Nuclear development is state actors game. If they want to do it they wouldn't need LLM to answer the questions. And most of the work is actually building the program and acquiring materials ..etc. And do all of these development while not make themselves detected by the world (which is impossible task).

But they spent less time and explanation on more important parts like coding performance.
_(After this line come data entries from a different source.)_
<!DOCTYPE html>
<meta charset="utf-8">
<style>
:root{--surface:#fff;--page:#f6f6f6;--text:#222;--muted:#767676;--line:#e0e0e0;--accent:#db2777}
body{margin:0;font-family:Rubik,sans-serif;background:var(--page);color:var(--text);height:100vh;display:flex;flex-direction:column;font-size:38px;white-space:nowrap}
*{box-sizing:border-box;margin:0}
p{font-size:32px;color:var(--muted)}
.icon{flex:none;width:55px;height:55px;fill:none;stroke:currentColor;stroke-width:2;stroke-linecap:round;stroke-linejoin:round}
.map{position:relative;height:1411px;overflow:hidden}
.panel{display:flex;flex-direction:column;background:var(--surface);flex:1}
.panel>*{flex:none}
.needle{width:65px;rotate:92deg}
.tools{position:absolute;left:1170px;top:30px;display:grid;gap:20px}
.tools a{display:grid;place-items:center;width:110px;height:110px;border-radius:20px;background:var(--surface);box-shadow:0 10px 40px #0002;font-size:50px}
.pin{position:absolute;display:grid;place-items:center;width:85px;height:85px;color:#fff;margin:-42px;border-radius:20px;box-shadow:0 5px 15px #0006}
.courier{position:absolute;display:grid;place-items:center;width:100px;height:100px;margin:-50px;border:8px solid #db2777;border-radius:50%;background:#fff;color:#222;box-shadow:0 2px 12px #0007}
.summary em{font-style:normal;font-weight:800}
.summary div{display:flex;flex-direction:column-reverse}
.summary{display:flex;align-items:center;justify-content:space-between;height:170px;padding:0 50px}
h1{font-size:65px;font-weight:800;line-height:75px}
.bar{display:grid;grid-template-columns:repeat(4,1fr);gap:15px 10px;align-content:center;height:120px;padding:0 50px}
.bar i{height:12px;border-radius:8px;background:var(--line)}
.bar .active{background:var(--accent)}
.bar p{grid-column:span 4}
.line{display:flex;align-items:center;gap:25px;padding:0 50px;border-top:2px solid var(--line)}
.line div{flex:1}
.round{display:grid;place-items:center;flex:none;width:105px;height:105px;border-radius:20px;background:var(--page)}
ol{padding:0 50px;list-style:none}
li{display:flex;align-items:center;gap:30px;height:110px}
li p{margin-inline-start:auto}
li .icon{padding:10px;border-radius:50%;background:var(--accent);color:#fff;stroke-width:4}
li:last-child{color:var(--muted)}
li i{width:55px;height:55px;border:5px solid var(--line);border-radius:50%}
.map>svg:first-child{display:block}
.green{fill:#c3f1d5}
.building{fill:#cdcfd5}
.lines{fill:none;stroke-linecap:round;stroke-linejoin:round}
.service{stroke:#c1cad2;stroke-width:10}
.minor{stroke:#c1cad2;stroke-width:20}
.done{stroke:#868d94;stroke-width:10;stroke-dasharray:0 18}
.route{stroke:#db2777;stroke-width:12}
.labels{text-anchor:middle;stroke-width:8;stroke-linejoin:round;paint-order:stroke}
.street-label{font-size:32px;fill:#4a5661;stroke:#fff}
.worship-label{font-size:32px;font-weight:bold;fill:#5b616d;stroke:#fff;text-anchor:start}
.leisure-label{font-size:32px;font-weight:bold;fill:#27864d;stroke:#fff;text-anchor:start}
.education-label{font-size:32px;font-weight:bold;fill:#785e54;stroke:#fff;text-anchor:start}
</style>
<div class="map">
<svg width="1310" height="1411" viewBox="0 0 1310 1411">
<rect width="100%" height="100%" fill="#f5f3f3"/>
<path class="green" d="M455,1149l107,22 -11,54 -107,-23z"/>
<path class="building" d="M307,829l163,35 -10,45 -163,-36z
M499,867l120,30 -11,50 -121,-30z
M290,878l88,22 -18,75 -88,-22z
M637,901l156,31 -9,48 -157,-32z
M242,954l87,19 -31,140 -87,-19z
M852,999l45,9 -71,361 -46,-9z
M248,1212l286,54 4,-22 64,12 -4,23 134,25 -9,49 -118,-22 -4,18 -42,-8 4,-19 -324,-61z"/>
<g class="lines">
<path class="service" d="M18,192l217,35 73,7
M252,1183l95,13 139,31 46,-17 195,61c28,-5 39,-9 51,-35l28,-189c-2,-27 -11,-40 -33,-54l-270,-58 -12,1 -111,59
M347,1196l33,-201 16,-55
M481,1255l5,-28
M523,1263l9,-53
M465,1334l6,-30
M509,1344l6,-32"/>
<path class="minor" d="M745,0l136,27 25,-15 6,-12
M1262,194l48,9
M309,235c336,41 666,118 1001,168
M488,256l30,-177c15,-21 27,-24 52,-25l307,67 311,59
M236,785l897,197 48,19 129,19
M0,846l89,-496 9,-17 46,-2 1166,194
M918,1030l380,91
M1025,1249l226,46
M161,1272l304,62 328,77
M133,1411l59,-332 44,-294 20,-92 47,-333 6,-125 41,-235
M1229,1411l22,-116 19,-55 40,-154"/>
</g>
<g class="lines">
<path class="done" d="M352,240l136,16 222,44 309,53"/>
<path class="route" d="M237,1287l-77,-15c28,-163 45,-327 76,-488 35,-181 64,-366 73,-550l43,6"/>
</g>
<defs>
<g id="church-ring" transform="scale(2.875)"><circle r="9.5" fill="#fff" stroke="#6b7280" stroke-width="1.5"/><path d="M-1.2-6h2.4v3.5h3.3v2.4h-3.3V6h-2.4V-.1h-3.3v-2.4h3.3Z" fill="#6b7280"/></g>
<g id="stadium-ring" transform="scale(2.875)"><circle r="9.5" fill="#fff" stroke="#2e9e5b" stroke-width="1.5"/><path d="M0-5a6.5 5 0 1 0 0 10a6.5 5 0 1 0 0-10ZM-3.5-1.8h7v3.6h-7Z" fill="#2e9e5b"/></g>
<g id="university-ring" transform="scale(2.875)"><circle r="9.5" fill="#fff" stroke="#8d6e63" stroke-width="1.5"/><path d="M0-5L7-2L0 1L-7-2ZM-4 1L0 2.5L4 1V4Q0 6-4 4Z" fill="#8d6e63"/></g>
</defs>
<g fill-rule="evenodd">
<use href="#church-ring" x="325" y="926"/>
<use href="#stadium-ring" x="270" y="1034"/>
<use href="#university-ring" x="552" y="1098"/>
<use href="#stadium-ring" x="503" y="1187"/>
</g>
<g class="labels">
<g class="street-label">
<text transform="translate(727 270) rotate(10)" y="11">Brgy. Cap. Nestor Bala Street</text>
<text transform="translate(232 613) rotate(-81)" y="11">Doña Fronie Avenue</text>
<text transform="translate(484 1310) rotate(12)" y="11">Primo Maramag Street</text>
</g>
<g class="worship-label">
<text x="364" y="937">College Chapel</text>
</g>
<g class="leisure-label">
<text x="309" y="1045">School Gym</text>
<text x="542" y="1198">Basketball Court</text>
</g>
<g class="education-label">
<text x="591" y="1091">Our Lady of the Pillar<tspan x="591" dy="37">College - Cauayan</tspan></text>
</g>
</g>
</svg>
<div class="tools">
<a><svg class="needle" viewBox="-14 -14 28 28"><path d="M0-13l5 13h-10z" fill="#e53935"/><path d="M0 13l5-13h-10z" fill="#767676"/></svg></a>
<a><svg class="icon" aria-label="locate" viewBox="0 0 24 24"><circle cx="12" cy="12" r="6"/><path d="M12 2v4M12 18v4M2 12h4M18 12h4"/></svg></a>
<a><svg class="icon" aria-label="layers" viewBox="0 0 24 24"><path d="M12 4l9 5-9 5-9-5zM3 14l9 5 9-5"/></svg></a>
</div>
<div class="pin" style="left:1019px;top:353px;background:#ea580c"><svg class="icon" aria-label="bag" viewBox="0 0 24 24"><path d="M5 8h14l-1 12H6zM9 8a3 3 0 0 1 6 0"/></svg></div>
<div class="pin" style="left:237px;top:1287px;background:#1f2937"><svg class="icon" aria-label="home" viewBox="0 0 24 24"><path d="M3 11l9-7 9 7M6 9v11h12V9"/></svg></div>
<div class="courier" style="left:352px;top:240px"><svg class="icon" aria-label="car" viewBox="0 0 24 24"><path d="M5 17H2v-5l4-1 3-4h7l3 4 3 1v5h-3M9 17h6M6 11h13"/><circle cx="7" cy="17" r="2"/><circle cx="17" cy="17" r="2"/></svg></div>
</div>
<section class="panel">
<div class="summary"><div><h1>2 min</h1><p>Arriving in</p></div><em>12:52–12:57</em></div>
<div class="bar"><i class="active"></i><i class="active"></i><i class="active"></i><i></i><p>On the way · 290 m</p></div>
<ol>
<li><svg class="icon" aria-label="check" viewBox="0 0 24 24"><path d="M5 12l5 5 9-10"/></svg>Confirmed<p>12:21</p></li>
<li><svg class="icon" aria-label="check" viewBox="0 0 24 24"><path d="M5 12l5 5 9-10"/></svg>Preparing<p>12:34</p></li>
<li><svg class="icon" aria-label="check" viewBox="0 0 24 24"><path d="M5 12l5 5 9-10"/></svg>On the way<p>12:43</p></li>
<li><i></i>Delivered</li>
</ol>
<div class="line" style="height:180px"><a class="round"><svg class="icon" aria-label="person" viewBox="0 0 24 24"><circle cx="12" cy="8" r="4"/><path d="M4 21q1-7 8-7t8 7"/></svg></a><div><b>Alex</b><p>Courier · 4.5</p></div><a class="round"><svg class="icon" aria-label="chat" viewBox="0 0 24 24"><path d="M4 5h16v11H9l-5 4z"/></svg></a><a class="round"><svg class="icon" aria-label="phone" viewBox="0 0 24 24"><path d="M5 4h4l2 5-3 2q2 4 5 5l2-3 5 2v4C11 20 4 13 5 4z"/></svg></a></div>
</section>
bn-l · 2025-01-31T18:56:37 1738349797

It’s boomer coded language. “We’re stoppin’ these here thinkin’ machines from making nukes! Is ____ doing that?”

GavCo · 2025-01-31T18:51:33 1738349493

Also worse than o1-mini on agentic tasks (page 29), big drop from 39% -> 27%

bhu8 · 2025-01-31T18:40:14 1738348814

Yeah, the more pages I read, the more disappointed I became. Here is the reason they cite for the low performance (which is even more worrying):

"The model often attempts to use a hallucinated bash tool rather than python despite constant, multi-shot prompting and feedback that this format is incorrect. This resulted in long conversations that likely hurt its performance."

tippytippytango · 2025-01-31T18:48:30 1738349310

Good to know openai knows the frustration of trying to argue with their RL based models as well.

eightysixfour · 2025-01-31T18:47:13 1738349233

aider found that with R1, the best performance was to use R1 to think through the solution, and use claude to implement the solution. I suspect that, in the near term, we'll need combinations of reasoning models and instruction-following coding models for excellent code output.

My experience is that most of the models focused on reasoning improvements has been that they tend to be a bit worse at following specific instructions. It is also notable that a lot of 3rd party fine-tunes of Llamas and others gain in knowledge based benchmarks while reducing instruction following scores.

I wonder why that seems to be some sort of continuum?

bn-l · 2025-01-31T18:58:50 1738349930

Kind of like an ai “thinking fast and thinking slow”.

eightysixfour · 2025-01-31T19:05:29 1738350329

Sort of? I don't see why thinking slow should inhibit the ability to follow instructions.

Arcuru · 2025-01-31T19:36:07 1738352167

I think they're referencing "Thinking, Fast and Slow" - https://en.wikipedia.org/wiki/Thinking,_Fast_and_Slow

"The book's main thesis is a differentiation between two modes of thought: "System 1" is fast, instinctive and emotional; "System 2" is slower, more deliberative, and more logical. "

eightysixfour · 2025-01-31T20:40:23 1738356023

Yes, I understand the reference. I don't understand their argument that this is a good example of that common mental model for LLMs.

In this case "fast, instinctive, and emotional" models are better at instruction following than "slower, more deliberative, and more logical" models.